WHAT NEEDS TO BE DONE: From the first line of the entries down to the line with "Task: Give me", write out every line exactly; that last line counts, but pictures do not.

Dataset items
--- --- ---

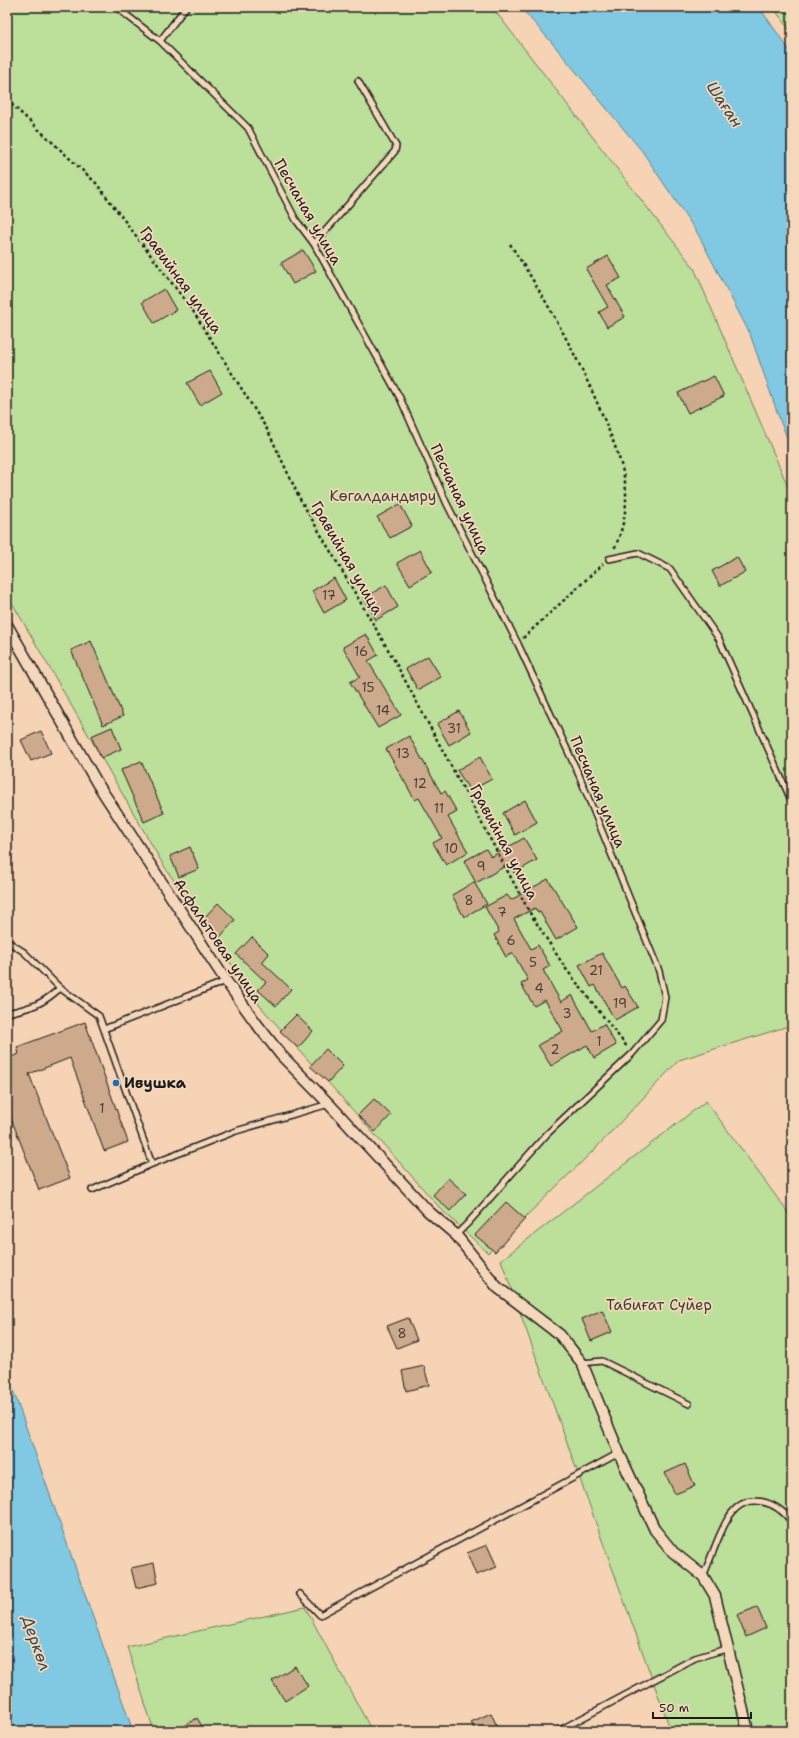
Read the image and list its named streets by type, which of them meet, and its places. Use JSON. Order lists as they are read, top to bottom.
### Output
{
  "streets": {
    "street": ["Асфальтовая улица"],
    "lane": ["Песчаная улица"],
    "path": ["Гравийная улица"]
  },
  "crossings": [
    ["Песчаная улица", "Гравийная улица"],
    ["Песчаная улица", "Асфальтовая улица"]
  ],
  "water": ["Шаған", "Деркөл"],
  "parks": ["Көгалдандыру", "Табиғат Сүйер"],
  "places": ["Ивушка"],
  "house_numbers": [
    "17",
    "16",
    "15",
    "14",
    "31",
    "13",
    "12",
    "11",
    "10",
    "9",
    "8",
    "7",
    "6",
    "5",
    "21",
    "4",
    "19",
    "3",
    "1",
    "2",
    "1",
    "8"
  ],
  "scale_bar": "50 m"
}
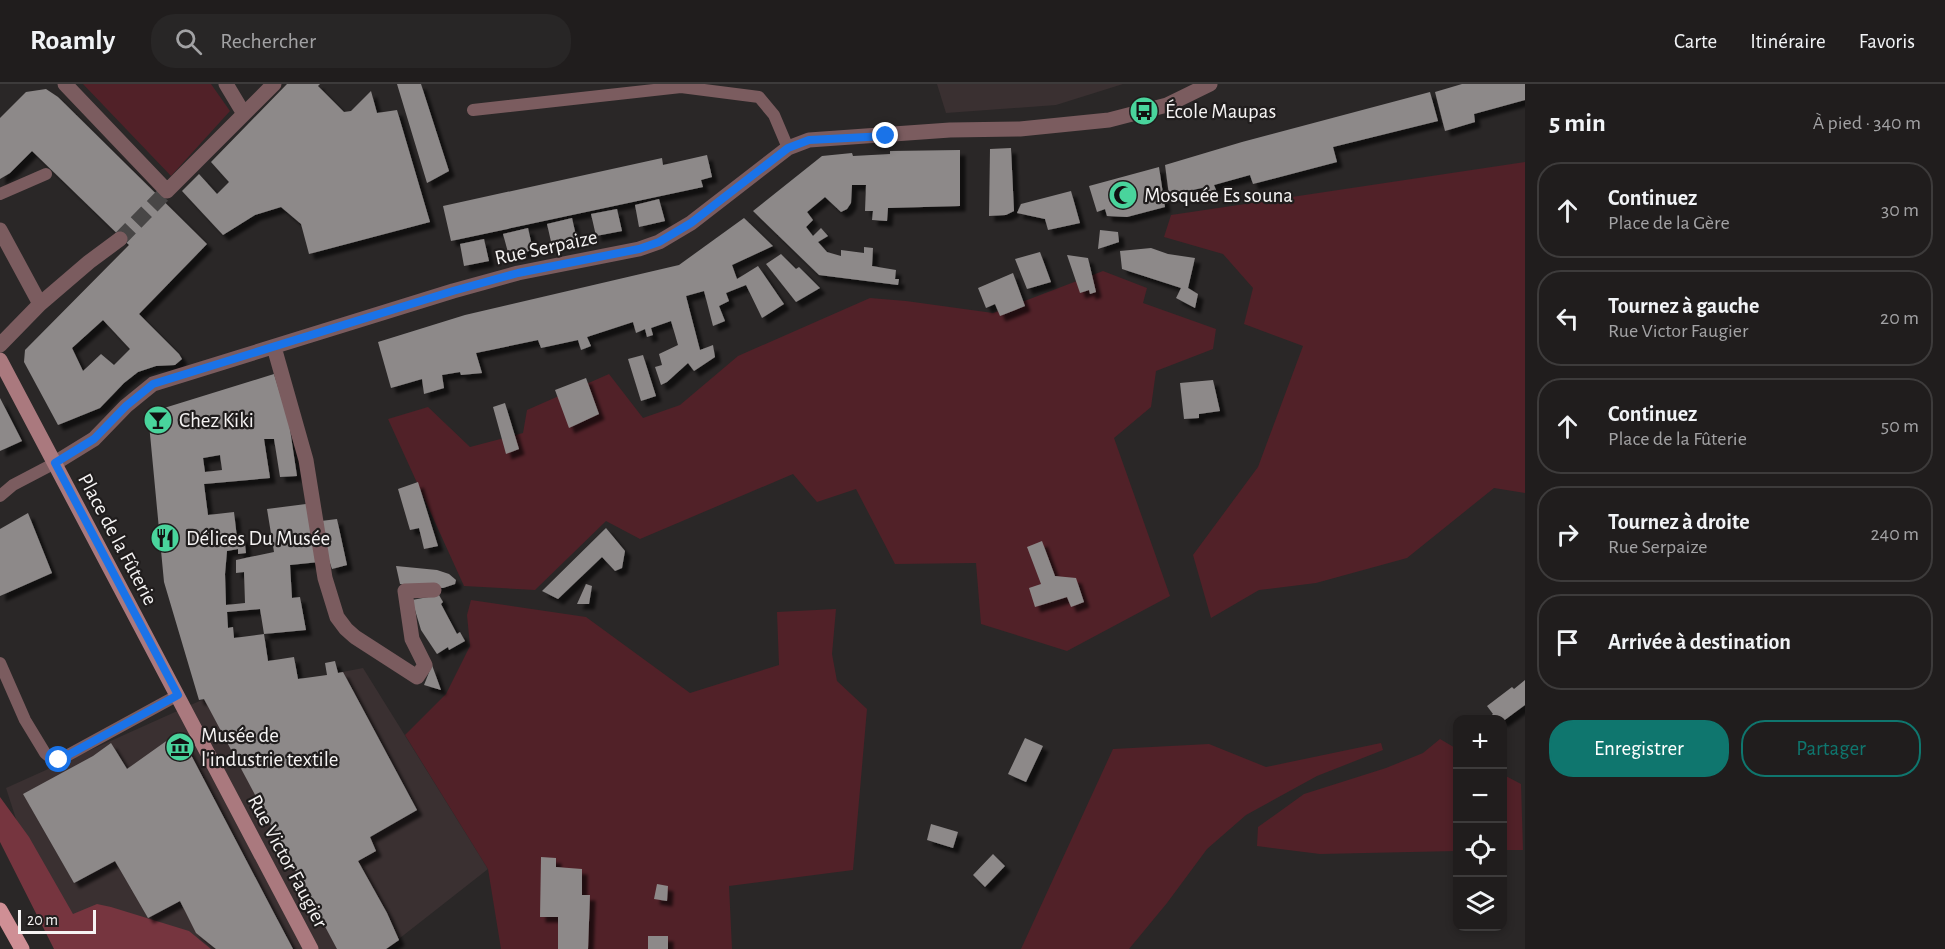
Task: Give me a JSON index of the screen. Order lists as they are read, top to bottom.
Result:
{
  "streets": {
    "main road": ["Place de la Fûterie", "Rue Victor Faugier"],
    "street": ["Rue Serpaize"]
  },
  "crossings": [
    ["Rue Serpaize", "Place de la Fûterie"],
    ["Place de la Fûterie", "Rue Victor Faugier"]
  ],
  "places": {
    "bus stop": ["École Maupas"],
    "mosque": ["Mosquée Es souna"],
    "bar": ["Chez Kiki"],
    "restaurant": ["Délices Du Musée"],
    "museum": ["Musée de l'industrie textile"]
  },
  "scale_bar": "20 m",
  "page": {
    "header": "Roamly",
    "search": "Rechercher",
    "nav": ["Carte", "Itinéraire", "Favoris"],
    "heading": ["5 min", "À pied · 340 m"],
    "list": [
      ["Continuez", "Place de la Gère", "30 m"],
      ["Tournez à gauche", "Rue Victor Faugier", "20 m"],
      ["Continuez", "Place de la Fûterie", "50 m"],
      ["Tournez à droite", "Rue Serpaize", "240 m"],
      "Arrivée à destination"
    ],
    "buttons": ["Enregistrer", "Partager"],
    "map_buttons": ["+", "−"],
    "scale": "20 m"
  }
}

--- --- ---

REPLY TO THE EXERCISE:
Read the image and list its named streets by type, which of them meet, and its places. Use JSON. Order lists as they are read, top to bottom.
### Output
{
  "streets": {
    "street": ["Асфальтовая улица"],
    "lane": ["Песчаная улица"],
    "path": ["Гравийная улица"]
  },
  "crossings": [
    ["Песчаная улица", "Гравийная улица"],
    ["Песчаная улица", "Асфальтовая улица"]
  ],
  "water": ["Шаған", "Деркөл"],
  "parks": ["Көгалдандыру", "Табиғат Сүйер"],
  "places": ["Ивушка"],
  "house_numbers": [
    "17",
    "16",
    "15",
    "14",
    "31",
    "13",
    "12",
    "11",
    "10",
    "9",
    "8",
    "7",
    "6",
    "5",
    "21",
    "4",
    "19",
    "3",
    "1",
    "2",
    "1",
    "8"
  ],
  "scale_bar": "50 m"
}
Task: Give me a JSON index of the screen. Order lists as they are read, top to bottom.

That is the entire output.